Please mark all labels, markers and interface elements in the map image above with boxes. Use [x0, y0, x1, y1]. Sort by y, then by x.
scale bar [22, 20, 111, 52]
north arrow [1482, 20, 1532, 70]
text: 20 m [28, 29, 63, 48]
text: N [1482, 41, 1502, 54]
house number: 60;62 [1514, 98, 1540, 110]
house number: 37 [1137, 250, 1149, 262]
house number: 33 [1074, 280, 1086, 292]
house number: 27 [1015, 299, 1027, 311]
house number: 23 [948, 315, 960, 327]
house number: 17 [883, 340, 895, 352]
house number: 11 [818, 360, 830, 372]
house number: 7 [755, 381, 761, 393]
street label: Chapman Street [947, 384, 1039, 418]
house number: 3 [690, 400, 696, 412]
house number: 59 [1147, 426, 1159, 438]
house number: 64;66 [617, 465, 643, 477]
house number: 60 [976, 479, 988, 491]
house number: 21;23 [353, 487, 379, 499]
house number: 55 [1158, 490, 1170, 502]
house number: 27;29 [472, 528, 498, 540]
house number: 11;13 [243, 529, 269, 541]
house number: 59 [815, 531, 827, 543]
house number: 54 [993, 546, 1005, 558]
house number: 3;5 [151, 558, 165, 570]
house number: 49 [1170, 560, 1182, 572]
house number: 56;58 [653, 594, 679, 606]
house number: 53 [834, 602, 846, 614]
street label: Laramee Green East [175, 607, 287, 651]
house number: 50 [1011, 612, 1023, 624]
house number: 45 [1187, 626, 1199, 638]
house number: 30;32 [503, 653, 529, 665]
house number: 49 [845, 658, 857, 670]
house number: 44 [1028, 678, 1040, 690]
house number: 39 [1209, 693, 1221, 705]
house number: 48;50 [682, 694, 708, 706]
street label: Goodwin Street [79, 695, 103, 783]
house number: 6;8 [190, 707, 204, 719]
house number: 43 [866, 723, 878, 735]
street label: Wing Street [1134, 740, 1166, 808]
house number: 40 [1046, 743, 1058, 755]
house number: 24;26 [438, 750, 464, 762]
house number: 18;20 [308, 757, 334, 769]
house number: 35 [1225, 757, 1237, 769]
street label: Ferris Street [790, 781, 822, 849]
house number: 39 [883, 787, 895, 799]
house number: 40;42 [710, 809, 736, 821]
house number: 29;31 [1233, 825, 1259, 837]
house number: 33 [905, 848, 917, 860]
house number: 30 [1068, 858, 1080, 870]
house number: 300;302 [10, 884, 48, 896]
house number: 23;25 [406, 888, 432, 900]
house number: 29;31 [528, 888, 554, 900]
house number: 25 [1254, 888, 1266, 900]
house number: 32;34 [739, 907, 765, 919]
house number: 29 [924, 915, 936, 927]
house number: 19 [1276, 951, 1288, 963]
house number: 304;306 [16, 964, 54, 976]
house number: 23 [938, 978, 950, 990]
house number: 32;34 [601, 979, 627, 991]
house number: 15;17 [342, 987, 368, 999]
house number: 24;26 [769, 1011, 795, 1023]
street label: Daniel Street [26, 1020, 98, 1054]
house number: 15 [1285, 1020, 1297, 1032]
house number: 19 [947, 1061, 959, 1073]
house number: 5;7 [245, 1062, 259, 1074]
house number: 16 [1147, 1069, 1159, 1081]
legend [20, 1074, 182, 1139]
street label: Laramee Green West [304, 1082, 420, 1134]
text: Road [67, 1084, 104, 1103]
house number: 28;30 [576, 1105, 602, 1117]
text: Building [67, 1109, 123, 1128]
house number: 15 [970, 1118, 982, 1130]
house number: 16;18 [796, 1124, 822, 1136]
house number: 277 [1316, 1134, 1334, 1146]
====
PROBLEM TO WORK ON:
An exact copy of every entry is required.

ANSWER:
Please mark all labels, markers and interface elements in the map image above with boxes. Use [x0, y0, x1, y1]. Sort by y, then by x.
scale bar [22, 20, 111, 52]
north arrow [1482, 20, 1532, 70]
text: 20 m [28, 29, 63, 48]
text: N [1482, 41, 1502, 54]
house number: 60;62 [1514, 98, 1540, 110]
house number: 37 [1137, 250, 1149, 262]
house number: 33 [1074, 280, 1086, 292]
house number: 27 [1015, 299, 1027, 311]
house number: 23 [948, 315, 960, 327]
house number: 17 [883, 340, 895, 352]
house number: 11 [818, 360, 830, 372]
house number: 7 [755, 381, 761, 393]
street label: Chapman Street [947, 384, 1039, 418]
house number: 3 [690, 400, 696, 412]
house number: 59 [1147, 426, 1159, 438]
house number: 64;66 [617, 465, 643, 477]
house number: 60 [976, 479, 988, 491]
house number: 21;23 [353, 487, 379, 499]
house number: 55 [1158, 490, 1170, 502]
house number: 27;29 [472, 528, 498, 540]
house number: 11;13 [243, 529, 269, 541]
house number: 59 [815, 531, 827, 543]
house number: 54 [993, 546, 1005, 558]
house number: 3;5 [151, 558, 165, 570]
house number: 49 [1170, 560, 1182, 572]
house number: 56;58 [653, 594, 679, 606]
house number: 53 [834, 602, 846, 614]
street label: Laramee Green East [175, 607, 287, 651]
house number: 50 [1011, 612, 1023, 624]
house number: 45 [1187, 626, 1199, 638]
house number: 30;32 [503, 653, 529, 665]
house number: 49 [845, 658, 857, 670]
house number: 44 [1028, 678, 1040, 690]
house number: 39 [1209, 693, 1221, 705]
house number: 48;50 [682, 694, 708, 706]
street label: Goodwin Street [79, 695, 103, 783]
house number: 6;8 [190, 707, 204, 719]
house number: 43 [866, 723, 878, 735]
street label: Wing Street [1134, 740, 1166, 808]
house number: 40 [1046, 743, 1058, 755]
house number: 24;26 [438, 750, 464, 762]
house number: 18;20 [308, 757, 334, 769]
house number: 35 [1225, 757, 1237, 769]
street label: Ferris Street [790, 781, 822, 849]
house number: 39 [883, 787, 895, 799]
house number: 40;42 [710, 809, 736, 821]
house number: 29;31 [1233, 825, 1259, 837]
house number: 33 [905, 848, 917, 860]
house number: 30 [1068, 858, 1080, 870]
house number: 300;302 [10, 884, 48, 896]
house number: 23;25 [406, 888, 432, 900]
house number: 29;31 [528, 888, 554, 900]
house number: 25 [1254, 888, 1266, 900]
house number: 32;34 [739, 907, 765, 919]
house number: 29 [924, 915, 936, 927]
house number: 19 [1276, 951, 1288, 963]
house number: 304;306 [16, 964, 54, 976]
house number: 23 [938, 978, 950, 990]
house number: 32;34 [601, 979, 627, 991]
house number: 15;17 [342, 987, 368, 999]
house number: 24;26 [769, 1011, 795, 1023]
street label: Daniel Street [26, 1020, 98, 1054]
house number: 15 [1285, 1020, 1297, 1032]
house number: 19 [947, 1061, 959, 1073]
house number: 5;7 [245, 1062, 259, 1074]
house number: 16 [1147, 1069, 1159, 1081]
legend [20, 1074, 182, 1139]
street label: Laramee Green West [304, 1082, 420, 1134]
text: Road [67, 1084, 104, 1103]
house number: 28;30 [576, 1105, 602, 1117]
text: Building [67, 1109, 123, 1128]
house number: 15 [970, 1118, 982, 1130]
house number: 16;18 [796, 1124, 822, 1136]
house number: 277 [1316, 1134, 1334, 1146]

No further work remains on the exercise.